Aunque convencida de que «esta es una oportunidad única de ajustar los valores», la conocida escritora chilena Isabel Allende —autora de La casa de los espíritus— matiza su optimismo con una frase tajante: tenemos mala memoria y probablemente la lección se olvide pronto. Tal reserva es compartida por el historiador británico Keith Lowe, padre de la aclamada novela Continente salvaje —refiriéndose, curiosamente, a la Europa de posguerra— quien sospecha que no somos tan sabios como nuestros abuelos y aventura un pronóstico: «Contaremos los muertos y lamentaremos la devastación de nuestras economías, pero regresaremos a la desigualdad de ingresos y al eterno resentimiento respecto a nuestros vecinos. Igual que antes».

Otros miran con lentes de optimismo. El economista e historiador italiano Emanuele Felice dijo al Diario de Sevilla que la situación «nos hace apreciar más la importancia de la cooperación internacional, el papel de la ciencia para el bienestar humano y la atención no solo a los aspectos económicos sino a los derechos sociales como el de la salud y los civiles».

Se insiste con acierto en que al interior de los pueblos la única vacuna disponible es el aislamiento social, pero debe acotarse que, a nivel planetario, hay otra igual de necesaria: la cercanía de las naciones. Marta Rebolledo, profesora de Comunicación Política en la Universidad de Navarra, comentó al sitio atalayar.com lo que aprecia dentro de fronteras y a nivel planetario: «Cada Estado-nación ha adoptado sus medidas, restricciones y plazos, incluso llegando a ver diferencias de criterios entre regiones. En contraposición, ha habido una falta de respuestas y acciones globales —como es el caso de la UE— ante un problema que precisamente es global o mejor dicho “glocal”: algo que comienza a nivel local pero que rompe la barrera y salta a lo global de tal manera que la línea entre lo local y lo global queda difuminada».

Es que la economía también sufre sus contagios. Los mismos resortes de la globalización que conectaron las industrias y la fuerza laboral de múltiples naciones trasvasan al sur las consecuencias de la caída en el PIB de los países desarrollados, que buscarán el camino más corto de recuperación de ganancias, ya no sacrificando obreros, sino sacrificando pueblos.

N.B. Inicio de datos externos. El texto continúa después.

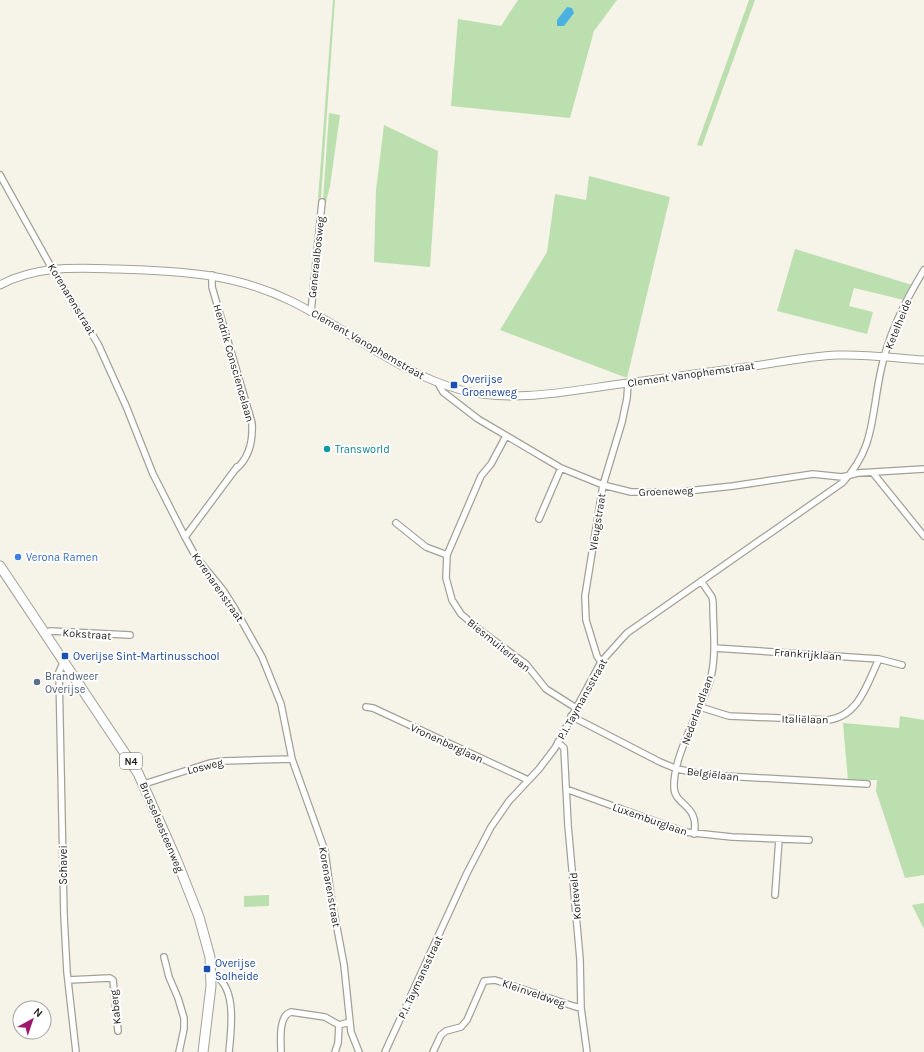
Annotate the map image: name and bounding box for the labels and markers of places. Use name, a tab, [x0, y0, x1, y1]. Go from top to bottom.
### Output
place label: Overijse Groeneweg	[462, 373, 518, 399]
marker: Overijse Groeneweg	[449, 380, 459, 390]
place label: Transworld	[335, 443, 390, 456]
marker: Transworld	[322, 444, 332, 454]
place label: Verona Ramen	[26, 551, 98, 564]
marker: Verona Ramen	[13, 552, 23, 562]
place label: Overijse Sint-Martinusschool	[73, 650, 220, 663]
marker: Overijse Sint-Martinusschool	[60, 651, 70, 661]
place label: Brandweer Overijse	[45, 670, 98, 696]
marker: Brandweer Overijse	[32, 677, 42, 687]
place label: Overijse Solheide	[215, 957, 259, 983]
marker: Overijse Solheide	[202, 964, 212, 974]

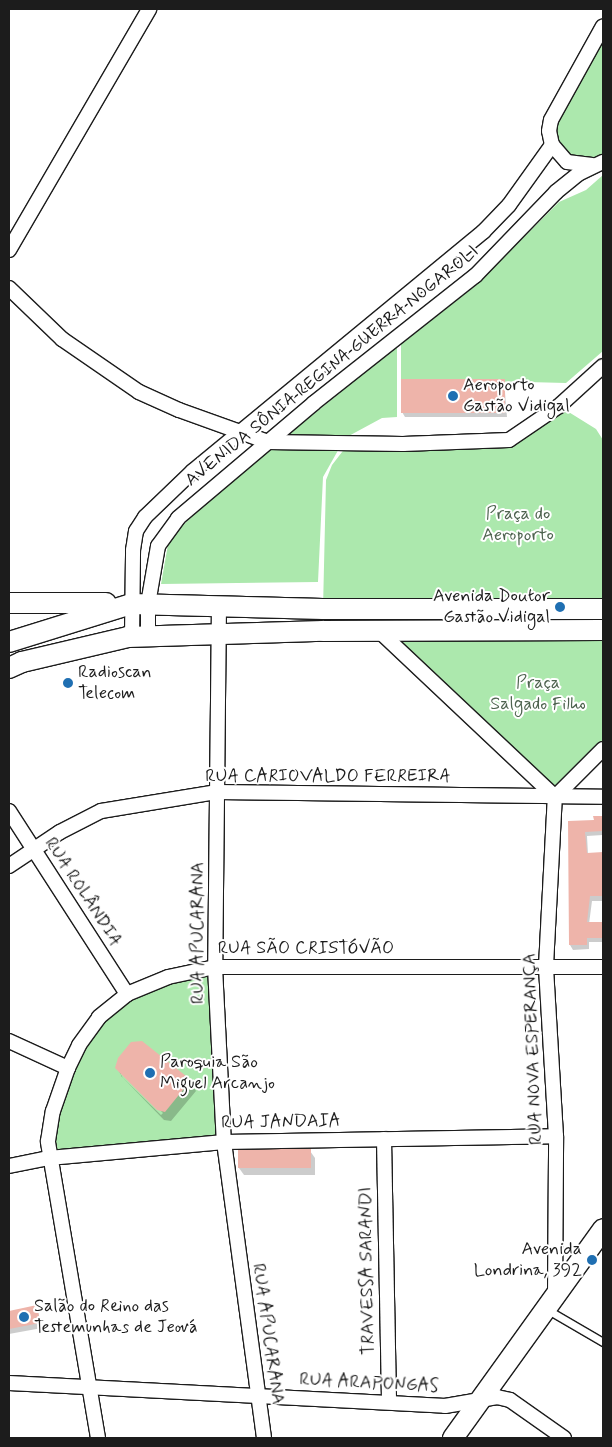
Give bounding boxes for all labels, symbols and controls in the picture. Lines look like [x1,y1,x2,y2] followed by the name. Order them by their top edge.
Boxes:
[178,238,486,494] street label: AVENIDA SÔNIA REGINA GUERRA NOGAROLI
[463,375,571,418] place label: Aeroporto Gastão Vidigal
[447,390,459,402] marker: Aeroporto Gastão Vidigal
[482,504,554,546] park label: Praça do Aeroporto
[437,586,550,628] place label: Avenida Doutor Gastão Vidigal
[554,601,566,613] marker: Avenida Doutor Gastão Vidigal
[78,662,152,704] place label: Radioscan Telecom
[490,673,586,716] park label: Praça Salgado Filho
[62,677,74,689] marker: Radioscan Telecom
[207,765,449,787] street label: RUA CARIOVALDO FERREIRA
[39,833,127,951] street label: RUA ROLÂNDIA
[187,862,209,1004] street label: RUA APUCARANA
[218,937,394,959] street label: RUA SÃO CRISTÓVÃO
[519,953,547,1145] street label: RUA NOVA ESPERANÇA
[160,1052,275,1094] place label: Paroquia São Miguel Arcanjo
[144,1067,156,1079] marker: Paroquia São Miguel Arcanjo
[224,1110,338,1134] street label: RUA JANDAIA
[355,1188,379,1354] street label: TRAVESSA SARANDI
[474,1239,582,1282] place label: Avenida Londrina, 392
[586,1254,598,1266] marker: Avenida Londrina, 392
[247,1262,289,1406] street label: RUA APUCARANA
[34,1296,198,1338] place label: Salão do Reino das Testemunhas de Jeová
[18,1311,30,1323] marker: Salão do Reino das Testemunhas de Jeová
[299,1369,439,1397] street label: RUA ARAPONGAS

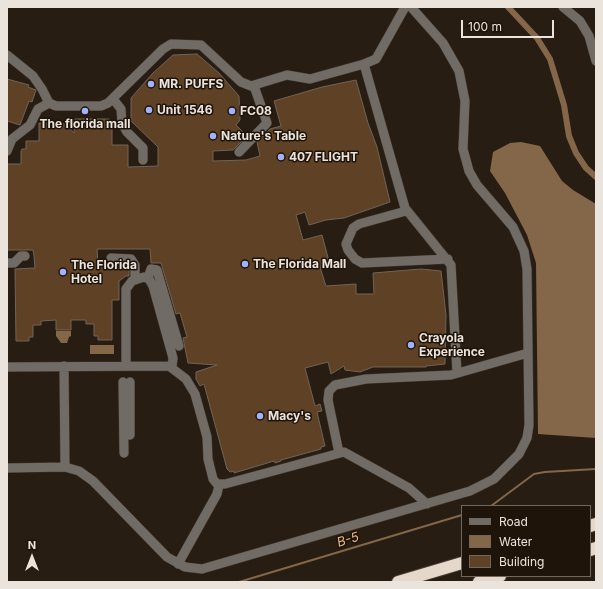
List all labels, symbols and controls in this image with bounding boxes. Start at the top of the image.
scale bar [463,12,556,38]
text: 100 m [468,19,502,34]
place label: MR. PUFFS [159,77,223,91]
marker: MR. PUFFS [146,79,156,89]
place label: Unit 1546 [157,103,212,117]
place label: FC08 [240,104,272,118]
marker: Unit 1546 [144,105,154,115]
marker: The florida mall [80,106,90,116]
marker: FC08 [227,106,237,116]
place label: The florida mall [40,117,130,131]
place label: Nature's Table [221,129,306,143]
marker: Nature's Table [208,131,218,141]
place label: 407 FLIGHT [289,150,358,164]
marker: 407 FLIGHT [276,152,286,162]
place label: The Florida Mall [253,257,346,271]
place label: The Florida Hotel [71,258,137,286]
marker: The Florida Mall [240,259,250,269]
marker: The Florida Hotel [58,267,68,277]
place label: Crayola Experience [419,331,485,359]
marker: Crayola Experience [406,340,416,350]
place label: Macy's [268,409,311,423]
marker: Macy's [255,411,265,421]
legend [461,505,591,577]
text: Road [499,514,528,529]
water label: B-5 [335,529,361,551]
text: Water [499,534,532,549]
north arrow [12,537,52,577]
text: N [28,538,36,552]
text: Building [499,554,544,569]

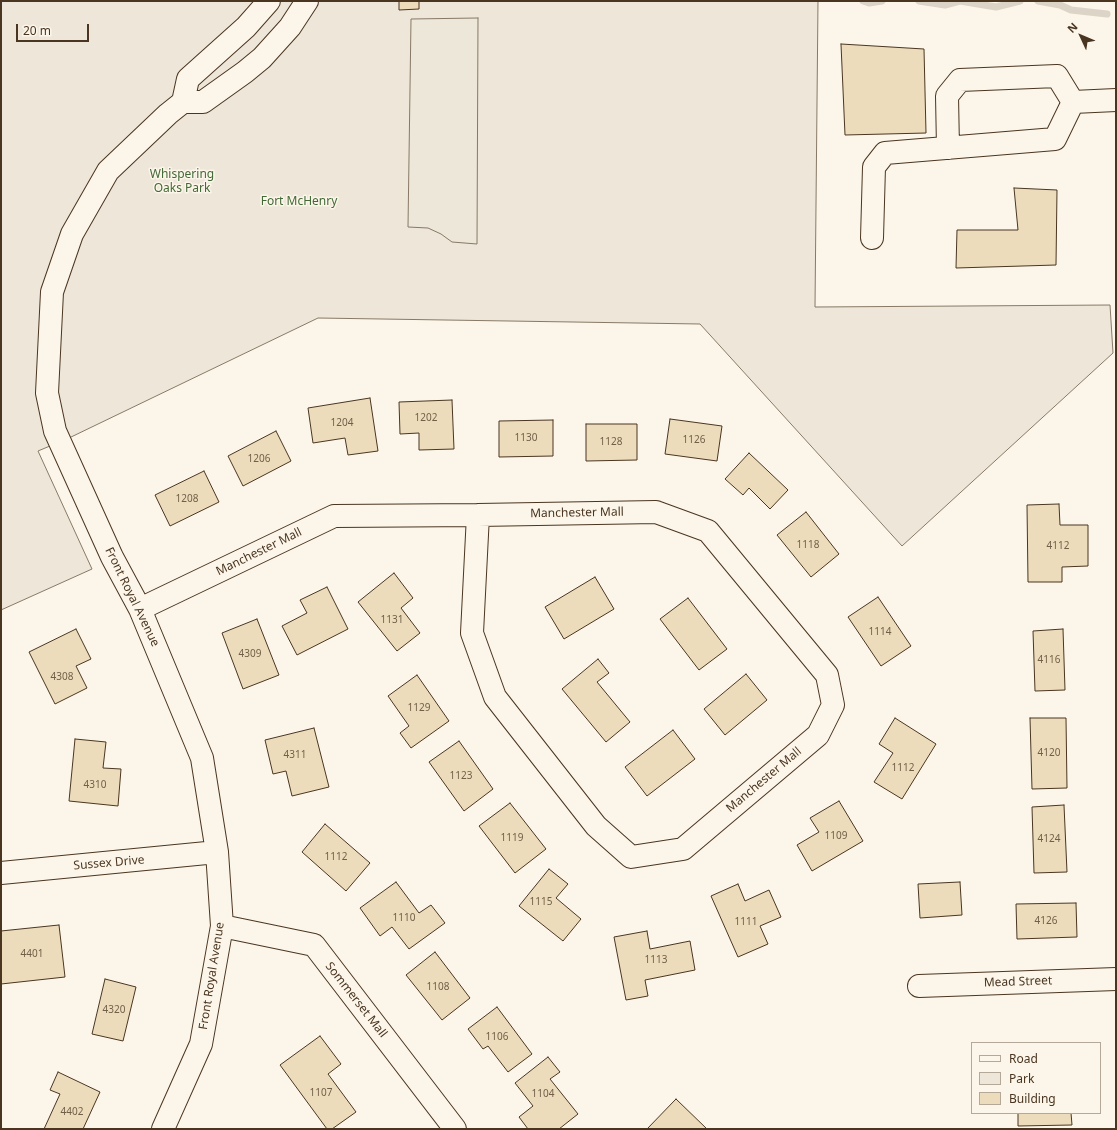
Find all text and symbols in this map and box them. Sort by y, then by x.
scale bar [18,16,91,42]
north arrow [1061,16,1101,56]
text: N [1063,19,1081,36]
text: 20 m [23,22,51,39]
park label: Whispering Oaks Park [150,168,214,196]
park label: Fort McHenry [261,195,337,209]
house number: 1202 [415,412,437,424]
house number: 1204 [331,417,353,429]
house number: 1130 [515,432,537,444]
house number: 1126 [683,434,705,446]
house number: 1128 [600,436,622,448]
house number: 1206 [248,453,270,465]
house number: 1208 [176,493,198,505]
street label: Manchester Mall [530,505,624,521]
street label: Manchester Mall [214,525,304,579]
house number: 1118 [797,539,819,551]
house number: 4112 [1047,540,1069,552]
street label: Front Royal Avenue [102,545,162,649]
house number: 1131 [381,614,403,626]
house number: 1114 [869,626,891,638]
house number: 4309 [239,648,261,660]
house number: 4116 [1038,654,1060,666]
house number: 4308 [51,671,73,683]
house number: 1129 [408,702,430,714]
street label: Manchester Mall [723,744,805,816]
house number: 4120 [1038,747,1060,759]
house number: 4311 [284,749,306,761]
house number: 1112 [892,762,914,774]
house number: 1123 [450,770,472,782]
house number: 4310 [84,779,106,791]
house number: 1109 [825,830,847,842]
house number: 1119 [501,832,523,844]
house number: 4124 [1038,833,1060,845]
house number: 1112 [325,851,347,863]
street label: Sussex Drive [73,853,145,873]
house number: 1115 [530,896,552,908]
house number: 1110 [393,912,415,924]
house number: 4126 [1035,915,1057,927]
house number: 1111 [735,916,757,928]
street label: Front Royal Avenue [196,921,228,1031]
house number: 4401 [21,948,43,960]
house number: 1113 [645,954,667,966]
street label: Sommerset Mall [322,959,390,1041]
street label: Mead Street [984,974,1052,990]
house number: 1108 [427,981,449,993]
house number: 4320 [103,1004,125,1016]
house number: 1106 [486,1031,508,1043]
legend [971,1042,1101,1114]
text: Road [1009,1050,1038,1067]
text: Park [1009,1070,1034,1087]
house number: 1107 [310,1087,332,1099]
house number: 1104 [532,1088,554,1100]
text: Building [1009,1090,1056,1107]
house number: 4402 [61,1106,83,1118]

Hasta un falso profeta acertaría en que, si el planeta no armoniza sus voces, tanto la Agenda 2030 para el Desarrollo Sostenible como el Acuerdo de París, de cambio climático, quedarían apenas como buenos proyectos de la ONU.

Daniel Susskind, investigador de temas económicos en la Universidad de Oxford, recuerda en un dossier sobre el mundo que nos espera que, en marzo de este año, el rabino y columnista británico Jonathan Sacks afirmó que la catástrofe de la COVID-19 es «lo más cerca que hemos estado de una revelación para los ateos».

Ciertamente, hay mucho que ver, mucho por creer y más por hacer en este mundo. Lo primero que haría falta sería asegurar el derecho universal a la salud. Camino a él, vendría muy bien que la catástrofe de la COVID-19 fuera lo más cerca que estemos de una Revolución para todos.